She said other stuff, and her braces caught the light in away that made Long squint. He sidestepped the glare while processing a few key words.
Also, a word she didn’t say, but found its way to the forefront of his consciousness. Geeky.
All the time he’d pined for her, afraid to complete full sentences because he found her so beautiful, he never noticed that she was as awkward and nerdy as him. Band. Braces. A persistently nervous jitter.
What had he been so afraid of?
He cut her off mid-ramble, “You’ll look good in anything.”
She froze, jaw slack. For a second, Long thought he’d said something wrong, but his internal voice immediately countered. No, that was smooth. And he knew that voice was right, the same way it used to be right when it told him what note to play, or when to piston his feet down so he could stick a somersault.
She reeled in that slack jaw, and converted it into a wide, metal-mouthed grin. “Well aren’t you Mister Hubba-hubba. Who knew?”
Her Mom’s car pulled up, and she said, “See you tomorrow. By the way, awesome jazz riffs in practice today. Maybe you can teach me Saturday. If we’re not too busy making out, I mean.” She paused, apparently rethinking the statement.”Probably should’ve let that be a surprise, huh?”

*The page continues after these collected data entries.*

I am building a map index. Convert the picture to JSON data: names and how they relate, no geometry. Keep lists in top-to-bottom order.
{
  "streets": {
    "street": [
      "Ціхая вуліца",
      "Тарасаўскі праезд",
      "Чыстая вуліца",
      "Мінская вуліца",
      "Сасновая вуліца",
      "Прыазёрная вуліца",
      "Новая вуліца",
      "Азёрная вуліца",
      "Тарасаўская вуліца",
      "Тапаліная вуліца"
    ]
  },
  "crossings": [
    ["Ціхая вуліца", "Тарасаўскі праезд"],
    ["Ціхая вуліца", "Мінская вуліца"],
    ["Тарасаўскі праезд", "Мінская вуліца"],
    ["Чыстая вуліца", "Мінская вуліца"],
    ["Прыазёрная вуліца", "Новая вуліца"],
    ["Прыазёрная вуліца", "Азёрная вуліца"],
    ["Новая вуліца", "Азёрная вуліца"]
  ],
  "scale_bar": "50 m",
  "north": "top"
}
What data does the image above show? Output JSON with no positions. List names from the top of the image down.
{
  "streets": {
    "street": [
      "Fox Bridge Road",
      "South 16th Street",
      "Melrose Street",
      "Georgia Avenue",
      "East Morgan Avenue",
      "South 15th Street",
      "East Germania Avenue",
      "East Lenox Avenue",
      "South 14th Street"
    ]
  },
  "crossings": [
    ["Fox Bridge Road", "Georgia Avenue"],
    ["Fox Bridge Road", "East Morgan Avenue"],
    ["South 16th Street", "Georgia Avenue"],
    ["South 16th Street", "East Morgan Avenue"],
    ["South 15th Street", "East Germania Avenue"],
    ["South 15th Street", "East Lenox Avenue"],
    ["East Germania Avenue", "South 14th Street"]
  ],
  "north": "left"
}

Long didn’t mind the spoiler.
“Bye.” She hopped in the car and rode away, while Long pictured their braces interlocking with equal parts horror and enthusiasm.
Enthusiasm that waned when his hormones allowed him to process the full conversation.

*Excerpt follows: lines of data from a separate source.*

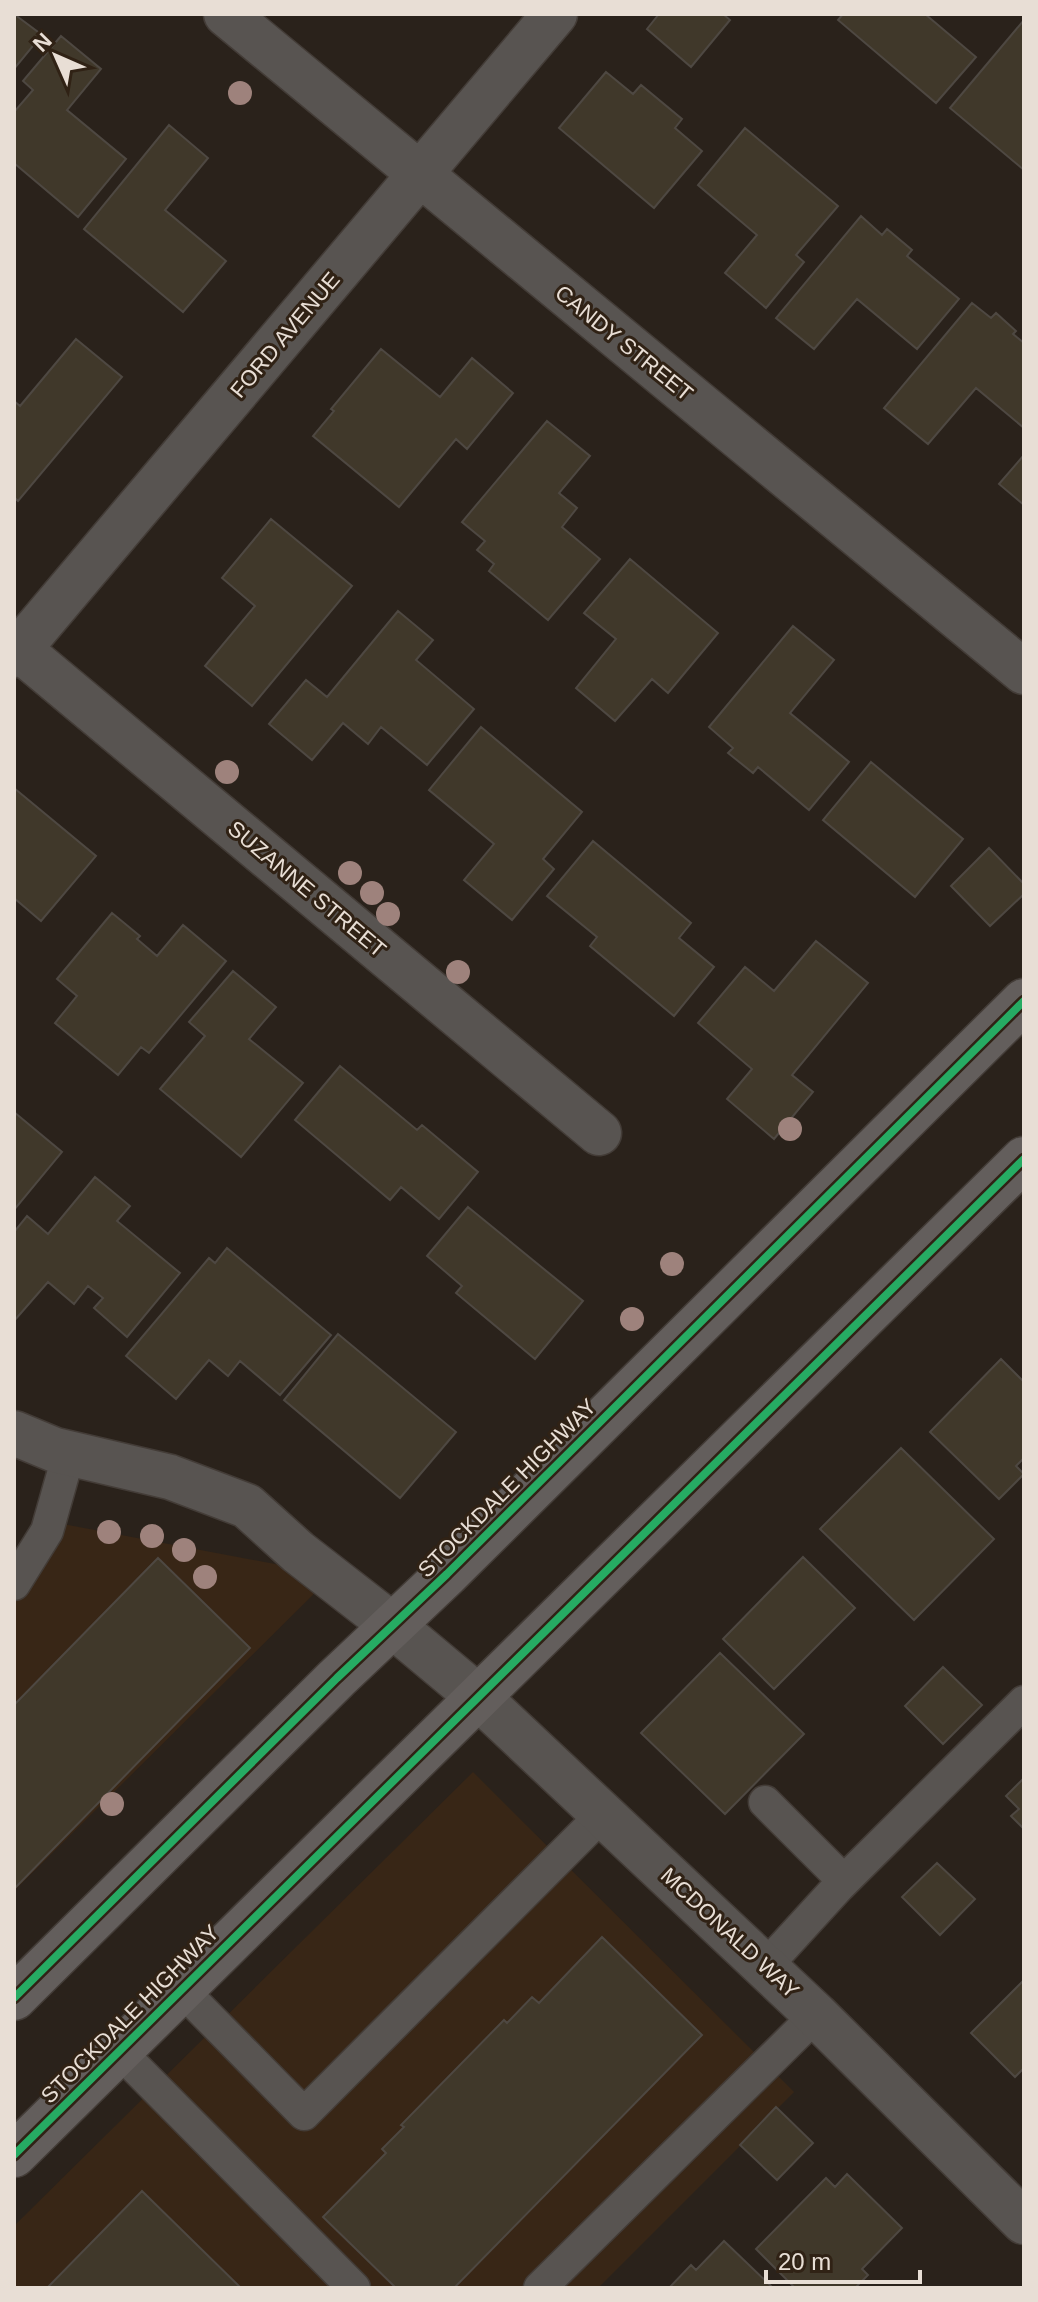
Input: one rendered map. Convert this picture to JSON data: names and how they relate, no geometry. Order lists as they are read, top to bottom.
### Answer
{
  "streets": {
    "main road": ["STOCKDALE HIGHWAY"],
    "street": [
      "FORD AVENUE",
      "CANDY STREET",
      "SUZANNE STREET",
      "MCDONALD WAY"
    ]
  },
  "crossings": [
    ["FORD AVENUE", "CANDY STREET"],
    ["FORD AVENUE", "SUZANNE STREET"],
    ["STOCKDALE HIGHWAY", "MCDONALD WAY"]
  ],
  "scale_bar": "20 m",
  "north": "top left"
}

Awesome jazz riffs in practice today.
He hadn’t been in practice. Though he knew who had.
It was time he and Dick had a little chat.
When Long Prime arrived home, he found Language Long waiting. Alone. In tears.
“What’s wrong with you?” Prime asked.
“This day has seen the fall of yet another fine comrade, dear Prime.”
“Our mathematically gifted progeny met his untimely demise while preparing for a calculus examination.”
Prime took a moment to translate, “Math Long died taking a math test?”
“No.” Language Long dabbed the corners of his eyes with a tissue, “The mean one completed the exam. Math Long expired prior to, when several compasses were somehow hurled in his direction.”
The compass, math’s most dangerous instrument. With its sharp little points and pencil holder. Prime always felt his compass would make a nice shiv in prison. Smart prison.
“How do you know this?” Prime asked.
“When you’re like us,” Language Long said, “you can feel when another departs this realm.”
Prime noted how utterly broken the other Long seemed “And you’re sad?”
He seemed taken back. “They’re my brethren.”
“Even ‘the mean one’?”
Language Long, for the first time, seemed at a loss for words.
“These aren’t accidents,” Prime said. “Why’s he doing it? What’s he hope to accomplish?”
“I believe you know the answer to at least one of your queries.”
True. For each copy Dick takes out, he gains their talent. Long’s talent.
What was Dick’s end game? What happened when he ran out of Long Copies?
“We should do something,” Prime said.
“Affirmative!” Language Long took a seat at the desk, began scripting something in a spiral notebook.
“What are you writing?” Prime asked.
Somewhere, crickets chirped. “Why?”
“You said we should do something. This is what I do.”
“Aren’t you worried you’re going to be the next Long to go pop?”
“Evidence would suggest I’m most definitely the next stop on my brother’s path of destruction,” he shrugged. “So be it. I am but a singularity, a part. And, as Aristotle once said, ‘a whole is greater than the sum of its parts.’”
It sounded like a word jumble in Prime’s head. “What the hell does that mean?”
“I’ll never want to be a whole,” he said, scribbling more sonnets, “but he does.”
Prime said, “Well, that can’t happen. Not while I’m . . . around.”
Language Long said, “Perhaps you’d like to compose a sonnet?”
Long Prime didn’t write a sonnet. He dug his old ten-speed from the back of the garage meaning to ride his way to some answers. Only, he couldn’t do it.
He couldn’t balance himself, each attempt rewarding him with a skinned knee or scraped palm. No doubt, Dick could probably hold a wheelie for a mile.
Walking. Hard angry strides for three miles, until he reached the strip mall housing Mrs. Jao’s nail shop.
The shop was the centerpiece in a seven-store grouping, mostly owned by other members of the Jao family. The exceptions being an upscale Soul Food takeout spot called Darvin’s and a barber and beauty supply store catering to African-Americans. Long once overheard some of his racially dense classmates call the shopping complex the Hornet’s Nest. Because of all the yellow and black.
For all his smarts, Long could never figure how not to feel small in the presence of such ignorance.
Two elderly women in jogging suits exited the shop on a cloud of sharp chemicals. Their nails had the hard sheen of wax dummies, with tiny sparkling adornments. A look he’d seen on his own mother many times. Mrs. Jao was an artist and a perfectionist. Both traits that might serve a secret sorceress well.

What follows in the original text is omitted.